Post by Big Magilla »

ITALIANO wrote:The Green Years isn't a masterpiece either, but Coburn has a "big", showy role in it. The movie, by the way, starts with a scene that would be unthinkable today: an old man in bed, a child taking off his clothes and then going into the same bed. The child starts to cry, softly, and the old man gently touches his hand... It's actually very tender and, obviously, not even remotely sexual, but Americans and not only Americans would never accept such a thing nowadays.
Oh, come on. Coburn was playing his great-grandfather and this scene was well into the film, after the boy has been forced to sleep in a bed with his great-grandmother (Gladys Coooper) and is crying because the kids at school made fun of him because of the ugly suit she made for him from her undergarments. The boy, as I previously noted, is played by Dean Stockwell in one of his most affecting child roles. The film opens with the orphaned boy getting off a train in 1900 Glasgow where he is met by his grandmother (Selena Royle) who has had to walk some distance to the station because her miserly husband (Hume Cronyn) wouldn't spend a dime on a horse and carriage rental.

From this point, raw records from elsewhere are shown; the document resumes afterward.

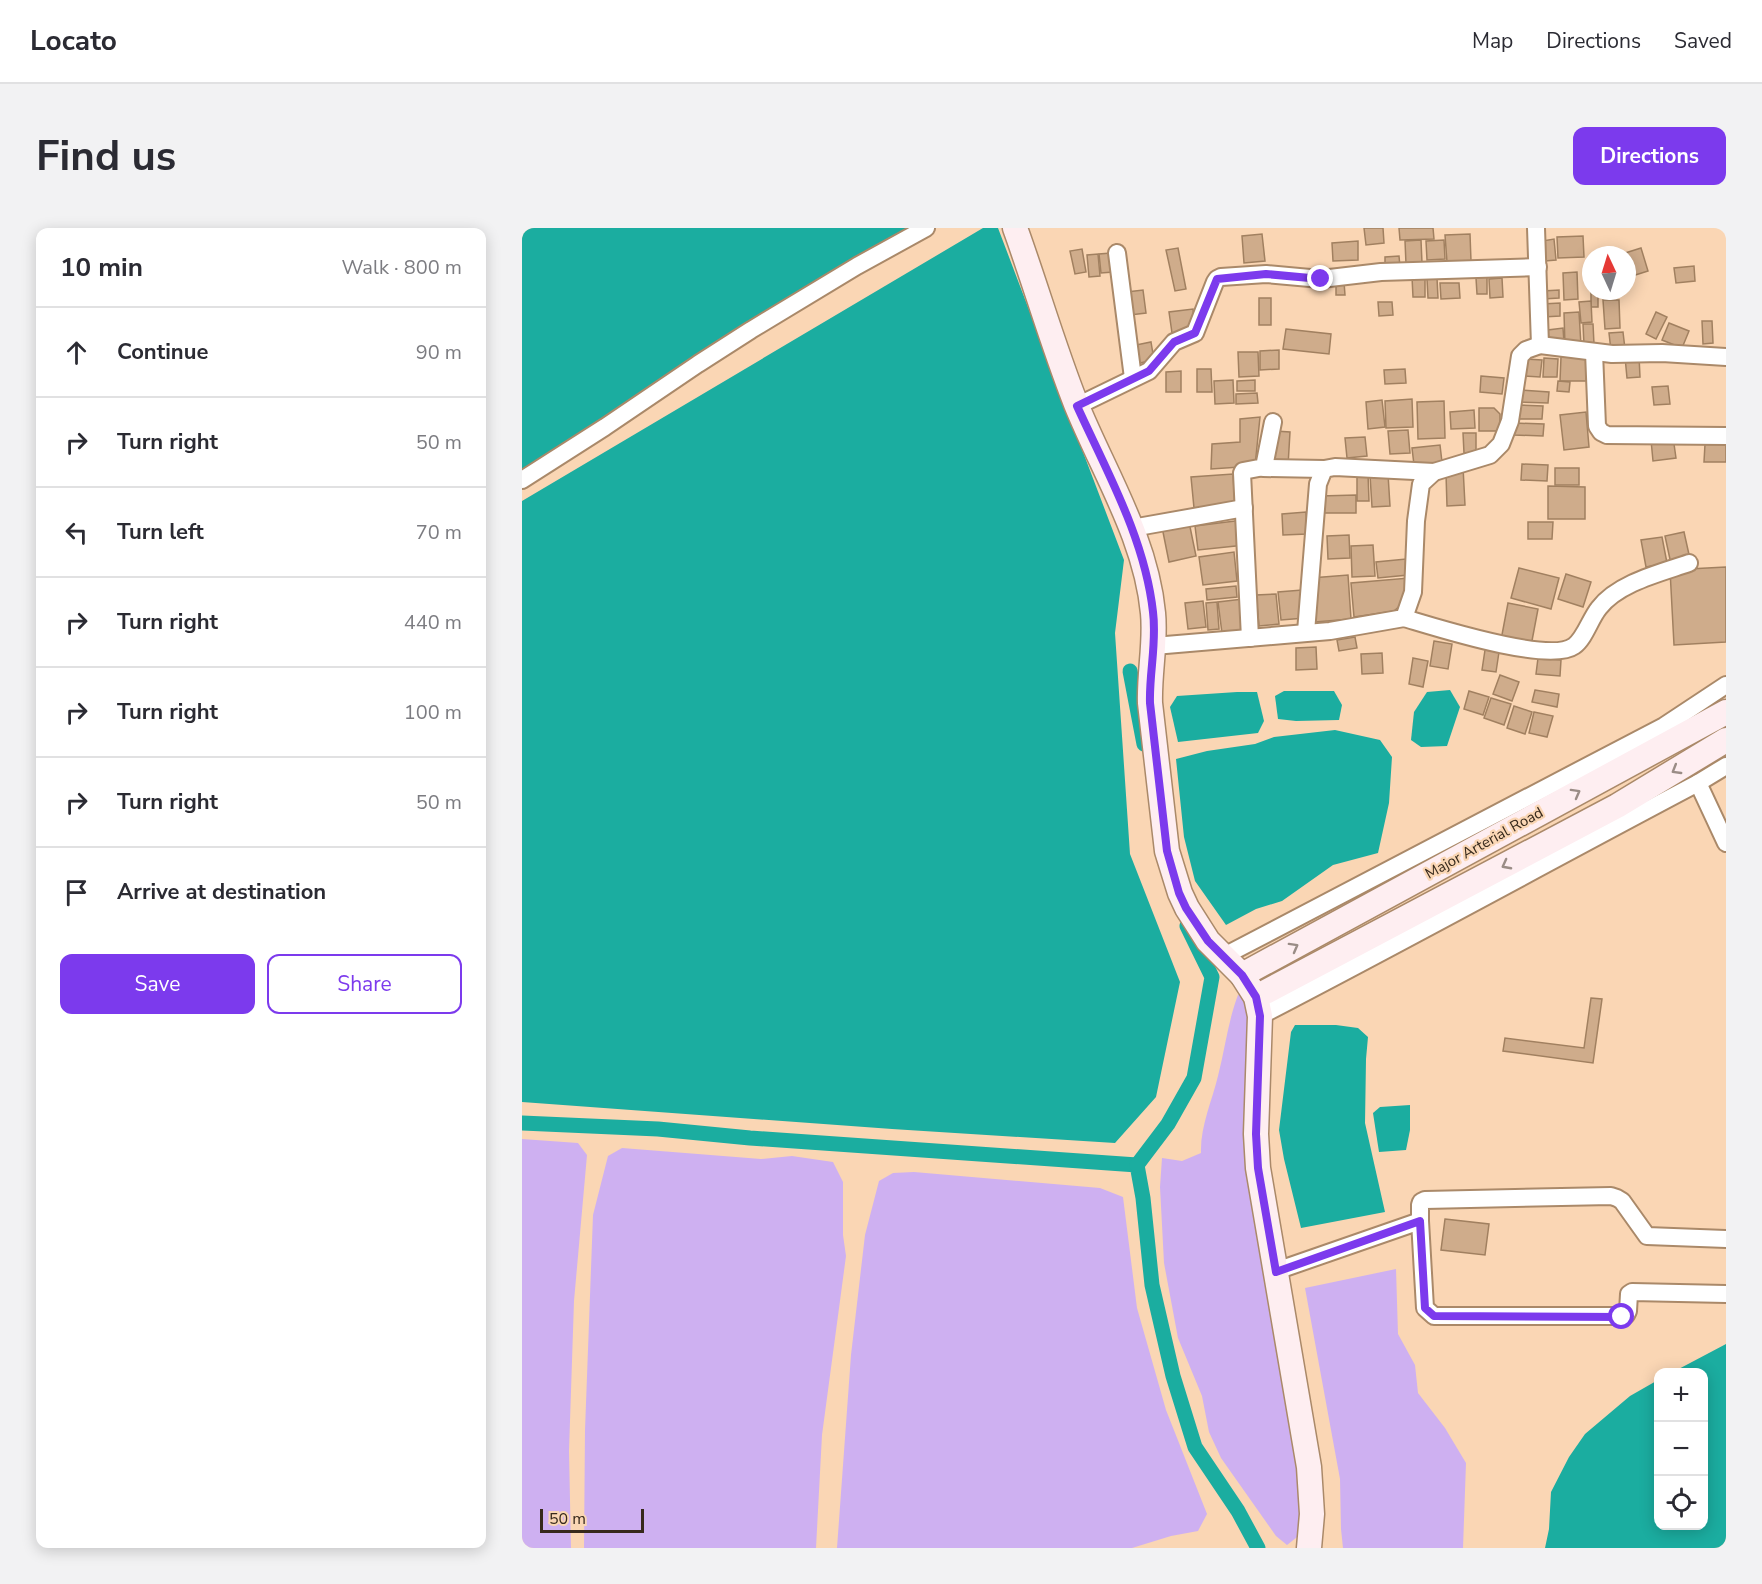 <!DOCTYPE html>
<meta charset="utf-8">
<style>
body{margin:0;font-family:"Nunito Sans",sans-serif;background:#f2f2f3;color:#2b2b33}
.controls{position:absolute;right:18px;bottom:18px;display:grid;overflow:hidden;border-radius:12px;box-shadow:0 3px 15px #0003}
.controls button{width:54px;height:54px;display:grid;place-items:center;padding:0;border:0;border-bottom:2px solid #e1e1e2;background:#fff;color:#2b2b33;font:30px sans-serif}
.compass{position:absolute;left:1060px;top:18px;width:54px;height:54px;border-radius:50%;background:#fff;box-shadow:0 3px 15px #0003;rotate:356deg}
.scale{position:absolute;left:18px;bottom:15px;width:104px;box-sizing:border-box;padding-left:6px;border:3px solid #37291c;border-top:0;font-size:16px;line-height:21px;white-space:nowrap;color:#37291c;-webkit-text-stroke:4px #fad6b4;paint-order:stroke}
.stop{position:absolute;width:18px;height:18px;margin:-14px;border:4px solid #7c3aed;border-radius:50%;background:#fff}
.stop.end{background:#7c3aed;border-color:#fff;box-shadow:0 2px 6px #0008}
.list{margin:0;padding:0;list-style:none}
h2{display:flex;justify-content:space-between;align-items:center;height:78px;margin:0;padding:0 24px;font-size:26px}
h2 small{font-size:20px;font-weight:400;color:#7c7c81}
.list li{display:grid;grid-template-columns:39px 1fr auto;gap:18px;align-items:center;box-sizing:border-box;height:90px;padding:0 24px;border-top:2px solid #e1e1e2}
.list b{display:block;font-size:22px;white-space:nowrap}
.list em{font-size:20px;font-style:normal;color:#7c7c81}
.actions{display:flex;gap:12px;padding:18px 24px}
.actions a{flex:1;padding:14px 0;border:2px solid #7c3aed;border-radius:12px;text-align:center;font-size:21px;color:#7c3aed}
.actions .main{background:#7c3aed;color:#fff}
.icon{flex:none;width:33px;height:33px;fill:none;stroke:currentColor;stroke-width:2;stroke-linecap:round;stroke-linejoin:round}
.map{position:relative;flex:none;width:1204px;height:1320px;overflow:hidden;border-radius:12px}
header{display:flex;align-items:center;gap:36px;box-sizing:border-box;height:84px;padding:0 30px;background:#fff;border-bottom:2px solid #e1e1e2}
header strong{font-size:28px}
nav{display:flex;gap:33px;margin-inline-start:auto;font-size:21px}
.intro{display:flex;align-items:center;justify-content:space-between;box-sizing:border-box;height:144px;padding:0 36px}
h1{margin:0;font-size:42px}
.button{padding:15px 27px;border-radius:12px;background:#7c3aed;color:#fff;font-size:21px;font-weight:700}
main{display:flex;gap:36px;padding:0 36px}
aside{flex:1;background:#fff;border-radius:12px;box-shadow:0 3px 15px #0003}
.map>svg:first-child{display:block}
</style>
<header>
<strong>Locato</strong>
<nav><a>Map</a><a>Directions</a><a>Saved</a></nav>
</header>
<div class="intro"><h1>Find us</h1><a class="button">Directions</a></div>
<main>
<aside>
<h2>10 min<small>Walk · 800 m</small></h2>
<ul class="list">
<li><svg class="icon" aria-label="ahead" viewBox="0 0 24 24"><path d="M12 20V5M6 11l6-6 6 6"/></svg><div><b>Continue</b></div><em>90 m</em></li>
<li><svg class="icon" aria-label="right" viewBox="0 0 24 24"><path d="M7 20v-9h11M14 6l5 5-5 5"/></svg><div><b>Turn right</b></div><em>50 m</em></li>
<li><svg class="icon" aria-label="left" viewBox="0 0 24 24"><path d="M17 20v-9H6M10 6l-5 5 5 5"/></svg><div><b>Turn left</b></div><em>70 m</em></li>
<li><svg class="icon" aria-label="right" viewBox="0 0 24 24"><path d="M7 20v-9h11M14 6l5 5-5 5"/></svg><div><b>Turn right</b></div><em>440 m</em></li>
<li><svg class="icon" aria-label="right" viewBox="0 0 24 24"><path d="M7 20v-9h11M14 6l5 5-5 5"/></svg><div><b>Turn right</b></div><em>100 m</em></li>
<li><svg class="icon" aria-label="right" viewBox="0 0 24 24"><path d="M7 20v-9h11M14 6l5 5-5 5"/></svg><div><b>Turn right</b></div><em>50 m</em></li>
<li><svg class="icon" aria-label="arrive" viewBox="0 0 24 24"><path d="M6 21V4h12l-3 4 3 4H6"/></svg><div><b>Arrive at destination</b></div></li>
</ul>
<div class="actions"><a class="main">Save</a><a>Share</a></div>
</aside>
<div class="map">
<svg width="1204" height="1320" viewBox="0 0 1204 1320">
<rect width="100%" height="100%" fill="#fad6b4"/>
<g fill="#ceb0f1">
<path d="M724,765L733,802L730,862L721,897L741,1006L785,1280L779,1306L765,1317L754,1308L699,1230L687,1204L680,1168L656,1110L642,1035L638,959L640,930L660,933L679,925C678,899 690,873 696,848C703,821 706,793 716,767Z"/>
<polygon points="0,911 56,915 65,927 52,1073 47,1223 49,1320 0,1320"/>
<polygon points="100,920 239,931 270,928 311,934 321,954 321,1007 324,1028 300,1207 294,1320 62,1320 63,1202 71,987 86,928"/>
<polygon points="392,944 578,960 601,969 615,1080 644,1182 685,1286 676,1303 649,1308 610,1320 315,1320 329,1127 343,1007 357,953 371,945"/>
<polygon points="874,1041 876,1106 893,1137 896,1165 923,1200 944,1235 941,1320 821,1320 819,1301 818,1251 783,1060"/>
</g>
<g fill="#1bada0">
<polygon points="0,0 393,0 0,243"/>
<polygon points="461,0 476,0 602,332 593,405 608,626 658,754 634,869 593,915 370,901 0,874 0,273"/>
<polygon points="928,462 938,479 925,518 899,519 889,512 892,484 905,464"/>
<polygon points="762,463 812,463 820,477 817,492 774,493 756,491 753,468"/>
<polygon points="715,464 735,464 742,493 736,505 656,514 648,479 655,468"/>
<polygon points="813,502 858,512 870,529 867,575 856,625 811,637 760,673 734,681 704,697 673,653 662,609 654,531 685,523 733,516 752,509"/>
<polygon points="773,797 814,797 836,800 846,809 844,831 843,895 863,984 779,1000 762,931 757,902 769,804"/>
<polygon points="888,877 888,902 884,922 857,924 851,885 858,879"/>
<polygon points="1204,1116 1204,1320 1023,1320 1027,1301 1029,1264 1047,1229 1063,1206 1108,1168 1136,1152 1136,1298 1182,1298 1182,1144 1151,1144"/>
</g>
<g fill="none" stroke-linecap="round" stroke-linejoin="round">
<g stroke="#1bada0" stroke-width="15">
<polyline points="608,443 622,516"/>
<polyline points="0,895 136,901 228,910 615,937 621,970 630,1057 651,1148 673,1219 716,1283 736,1320"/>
<polyline points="615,937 646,896 672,850 690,749 665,698"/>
</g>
</g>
<g fill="#cfac8b" stroke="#a18060" stroke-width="1.5">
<polygon points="842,0 861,0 862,15 844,17"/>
<polygon points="877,0 911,0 912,11 878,12"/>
<polygon points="740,6 743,33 722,35 720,8"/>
<polygon points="948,6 949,33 925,34 923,7"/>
<polygon points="1061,8 1062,29 1036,30 1035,9"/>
<polygon points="1032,11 1034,32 1023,33 1020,13"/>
<polygon points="899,12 900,35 884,36 883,13"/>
<polygon points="922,12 923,31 905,32 904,13"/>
<polygon points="836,13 836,32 811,33 810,15"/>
<polygon points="656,20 664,61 653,63 644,22"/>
<polygon points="1119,20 1126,43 1107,49 1105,42 1105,27 1100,26"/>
<polygon points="560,21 564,44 553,46 548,23"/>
<polygon points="589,25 591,44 579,45 577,26"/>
<polygon points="576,26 578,48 567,49 565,27"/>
<polygon points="877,28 878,39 863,40 863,29"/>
<polygon points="1172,38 1173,53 1154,55 1152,40"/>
<polygon points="1055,44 1056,71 1042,72 1041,45"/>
<polygon points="890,49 903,49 903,69 891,69"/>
<polygon points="965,49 965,66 955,66 954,50"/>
<polygon points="915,50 916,70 906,70 905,51"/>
<polygon points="980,50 981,69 968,70 967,51"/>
<polygon points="814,54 822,54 823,67 814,67"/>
<polygon points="918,55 937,55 938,70 919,71"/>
<polygon points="621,62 624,85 608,87 605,64"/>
<polygon points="1037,62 1037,70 1021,71 1021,63"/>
<rect x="1069" y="64" width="7" height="15"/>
<rect x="737" y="70" width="12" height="27"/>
<polygon points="1081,72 1097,72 1098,100 1083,101"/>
<polygon points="1069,73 1070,94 1059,95 1057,74"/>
<polygon points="856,74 870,74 871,87 857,88"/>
<polygon points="1038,75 1038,88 1021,89 1020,76"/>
<polygon points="671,81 673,102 650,105 647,84"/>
<polygon points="1057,84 1059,118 1043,118 1042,85"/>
<polygon points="1134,84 1145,89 1134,111 1124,106"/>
<polygon points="1180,93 1190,93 1191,115 1181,116"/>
<polygon points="1147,95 1167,103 1160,120 1140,112"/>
<polygon points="1061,96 1071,96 1072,116 1062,117"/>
<polygon points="1041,100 1042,114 1027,115 1026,102"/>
<polygon points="764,101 809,106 807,126 761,121"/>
<polygon points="1101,104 1103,121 1089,123 1087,105"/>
<polygon points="629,114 632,132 613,136 609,118"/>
<polygon points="757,122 757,141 738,142 738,123"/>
<polygon points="716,124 736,124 737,148 717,149"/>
<polygon points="1117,128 1118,149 1105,150 1103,129"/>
<polygon points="1039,129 1064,129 1064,153 1038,153"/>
<polygon points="1022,130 1036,131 1035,149 1021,149"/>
<polygon points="1003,131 1020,132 1018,149 1001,148"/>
<polygon points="675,141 689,141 690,164 675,164"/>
<polygon points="883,141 884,155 863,156 862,142"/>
<polygon points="659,143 659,164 644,164 644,144"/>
<polygon points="959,148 982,150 980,166 958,164"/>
<polygon points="711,152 712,175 693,176 692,153"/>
<polygon points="733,152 733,163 715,163 715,153"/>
<polygon points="1036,153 1048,154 1047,164 1035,163"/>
<polygon points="1146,158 1148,176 1132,177 1130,159"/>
<polygon points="998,162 1027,164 1026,175 997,174"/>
<polygon points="735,165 736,175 714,176 714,166"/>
<polygon points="890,171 891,199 864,200 863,173"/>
<polygon points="860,172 863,199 846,201 844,174"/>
<polygon points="922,173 923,210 896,211 895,174"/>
<polygon points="996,177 1021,178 1020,191 996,191"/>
<polygon points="957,180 972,180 978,186 978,203 957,203"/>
<polygon points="952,182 953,200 929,201 928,184"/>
<polygon points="1064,184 1067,219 1042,222 1038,187"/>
<polygon points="738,189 733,238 689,241 690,216 718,214 718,191"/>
<polygon points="992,195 1022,196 1021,208 992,207"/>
<polygon points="886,202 888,225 868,226 866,203"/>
<polygon points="753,203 768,204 766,238 751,238"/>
<polygon points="941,205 954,205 954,225 942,225"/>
<polygon points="843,209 845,228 825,230 823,210"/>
<polygon points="1151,209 1154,230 1131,233 1129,212"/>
<polygon points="1183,216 1204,216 1204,234 1182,234"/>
<polygon points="918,217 920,234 892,237 890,220"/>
<polygon points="1000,236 1026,237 1025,253 999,252"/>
<polygon points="941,239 943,277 925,278 924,246"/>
<rect x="1033" y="240" width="24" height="17"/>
<polygon points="711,246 713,277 672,280 669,249"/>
<polygon points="835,246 846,246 847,273 835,273"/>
<polygon points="866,246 868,278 850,279 848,247"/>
<polygon points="1026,258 1063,259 1063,291 1026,291"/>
<polygon points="834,267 834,285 799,285 798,268"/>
<polygon points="784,284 785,306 761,307 760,286"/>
<polygon points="721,292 723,317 676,322 673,298"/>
<polygon points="667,294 674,328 647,334 640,299"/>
<polygon points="1006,294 1031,294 1030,311 1006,311"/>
<polygon points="1162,304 1168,331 1149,336 1143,308"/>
<polygon points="827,307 828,330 806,331 805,308"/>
<polygon points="1140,309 1145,335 1124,339 1119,312"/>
<polygon points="851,317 853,348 830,349 829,318"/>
<polygon points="712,324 715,353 681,357 677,329"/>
<polygon points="884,331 886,347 856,350 854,334"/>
<polygon points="1204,339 1204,414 1152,417 1148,342"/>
<polygon points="997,340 1037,350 1029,381 989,370"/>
<polygon points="1044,346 1069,354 1061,379 1036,371"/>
<polygon points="826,347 829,391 793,394 789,350"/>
<polygon points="887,350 880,376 872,383 832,389 829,355"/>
<polygon points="714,358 715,369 685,372 684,361"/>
<polygon points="780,362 783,390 759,392 756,364"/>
<polygon points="754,366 757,396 737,398 734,367"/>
<polygon points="721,371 725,402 700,405 696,374"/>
<polygon points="681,373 684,399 666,401 663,375"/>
<polygon points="695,374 697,401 686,402 684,375"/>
<polygon points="986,375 1016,381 1009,418 979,412"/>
<polygon points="833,409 835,420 817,423 815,412"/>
<polygon points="912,413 930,416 926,441 908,438"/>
<polygon points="794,419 795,441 774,442 774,420"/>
<polygon points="963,422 977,424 974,444 960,442"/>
<polygon points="860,425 861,445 840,446 839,426"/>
<polygon points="891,430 906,433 901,459 887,456"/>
<polygon points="1016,430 1039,432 1038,448 1014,446"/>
<polygon points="978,447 997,454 990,473 971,466"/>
<polygon points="1013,462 1037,466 1035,479 1010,474"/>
<polygon points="947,463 967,469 961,487 942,481"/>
<polygon points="969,470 989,476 982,497 962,490"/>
<polygon points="992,478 1010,484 1003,506 985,500"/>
<polygon points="1012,484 1031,488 1025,509 1007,505"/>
<polygon points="1069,770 1080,771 1071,835 981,823 983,810 1062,820"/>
<polygon points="923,991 967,996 963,1027 919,1022"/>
</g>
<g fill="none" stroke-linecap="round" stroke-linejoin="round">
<defs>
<g id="street">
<polyline points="595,25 611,150"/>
<polyline points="1018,117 1090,126 1140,125 1204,129"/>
<polyline points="1072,124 1075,198 1079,204 1085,207 1204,208"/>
<polyline points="555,178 627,143 652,114 673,105 693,54 695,51 699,49 744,46 799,51 859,44 1016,39"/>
<polyline points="741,240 802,241"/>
<polyline points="0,252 83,199 176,136 229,102 335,38 404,0"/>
<polyline points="610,300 722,280"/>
<path d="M882,390C913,399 1027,436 1052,418C1063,410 1068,391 1077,380C1096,355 1138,345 1167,335"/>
<polyline points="784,404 796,256 802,241 813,239 912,244"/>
<polyline points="728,410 720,245 721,243 742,239 751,194"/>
<polyline points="632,418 808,403 882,390 891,364 894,293 899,256 912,244 968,227 979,216 988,193 998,128 1004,122 1018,117 1014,0"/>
<polyline points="1176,555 1204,615"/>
<polyline points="702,728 1142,498 1204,457"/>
<path d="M738,788C885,712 1030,632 1176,555L1204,538"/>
<polyline points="898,993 898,977 899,974 903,972 1089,968 1095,970 1100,973 1125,1008 1204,1011"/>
<polyline points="754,1043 898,993 903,1080 912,1088 1100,1088 1104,1087 1106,1083 1107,1066 1110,1064 1204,1066"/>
</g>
<g id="secondary">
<path d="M493,0C514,58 531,118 554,176C582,245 624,310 631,385C634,415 627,445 628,475L645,623L658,665L665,680L686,713L720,747L734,769L738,788L734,906L736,940L787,1239L790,1286L787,1320"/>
<polyline points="720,747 1204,484"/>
<polyline points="734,769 1095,578 1204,512"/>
</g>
</defs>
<use href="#street" stroke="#aa8969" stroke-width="20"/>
<use href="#secondary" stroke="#aa8969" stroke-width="27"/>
<use href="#street" stroke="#fff" stroke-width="16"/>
<use href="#secondary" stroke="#feeef1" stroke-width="24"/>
</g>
<defs><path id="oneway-chevron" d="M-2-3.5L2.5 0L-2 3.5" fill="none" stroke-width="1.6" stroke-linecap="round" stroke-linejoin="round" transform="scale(1.5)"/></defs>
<g stroke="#9a8c86">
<use href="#oneway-chevron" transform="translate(1154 542) rotate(149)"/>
<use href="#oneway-chevron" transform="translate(1054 565) rotate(-29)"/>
<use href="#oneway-chevron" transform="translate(984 637) rotate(152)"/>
<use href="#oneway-chevron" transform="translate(772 719) rotate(-29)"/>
</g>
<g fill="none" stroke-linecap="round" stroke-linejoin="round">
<path stroke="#7c3aed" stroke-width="8" d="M799,51L744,46L695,51L673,105L652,114L627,143L555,178C585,244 623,311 631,384C635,415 627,445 628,475L645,623L657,665L664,680L686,713L720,747L734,769L738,788L734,906L736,940L754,1044L898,993L903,1080L912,1088L1100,1089"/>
</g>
<g text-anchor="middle" stroke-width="4.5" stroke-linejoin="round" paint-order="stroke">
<g font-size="15" fill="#37291c" stroke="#fad6b4">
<text transform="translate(962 615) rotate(-29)" y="5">Major Arterial Road</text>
</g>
</g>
</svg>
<div class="controls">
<button>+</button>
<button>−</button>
<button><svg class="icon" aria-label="locate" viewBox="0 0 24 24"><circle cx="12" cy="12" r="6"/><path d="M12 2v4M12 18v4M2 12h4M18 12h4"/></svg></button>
</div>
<svg class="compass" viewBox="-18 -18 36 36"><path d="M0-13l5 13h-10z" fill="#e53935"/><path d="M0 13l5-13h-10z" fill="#7c7c81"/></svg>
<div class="scale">50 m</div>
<div class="stop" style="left:1100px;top:1089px"></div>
<div class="stop end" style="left:799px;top:51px"></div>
</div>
</main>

The objectionable Coburn/Stockwell scene is the one in which the old man tells the boy to beat up someone younger and less fortunate than himself and he does. Of course that turns out OK, with the old man as well as the boy learning a life lesson.

It's one of those films I force on guests who tend to roll their eyes at the idea of watching an old balck-and-white movie instead of the latest new release and end up glad they did.

The film was on the New York Times list of the year's ten best films along with The Best Years of Our Lives; Brief Encounter; Henry V; My Darling Clementine; Notorious; Open City; Road to Utopia; Stairway to Heaven and The Well-Diggger's Daughter. A film like The Green Years probably wouldn't make that list today.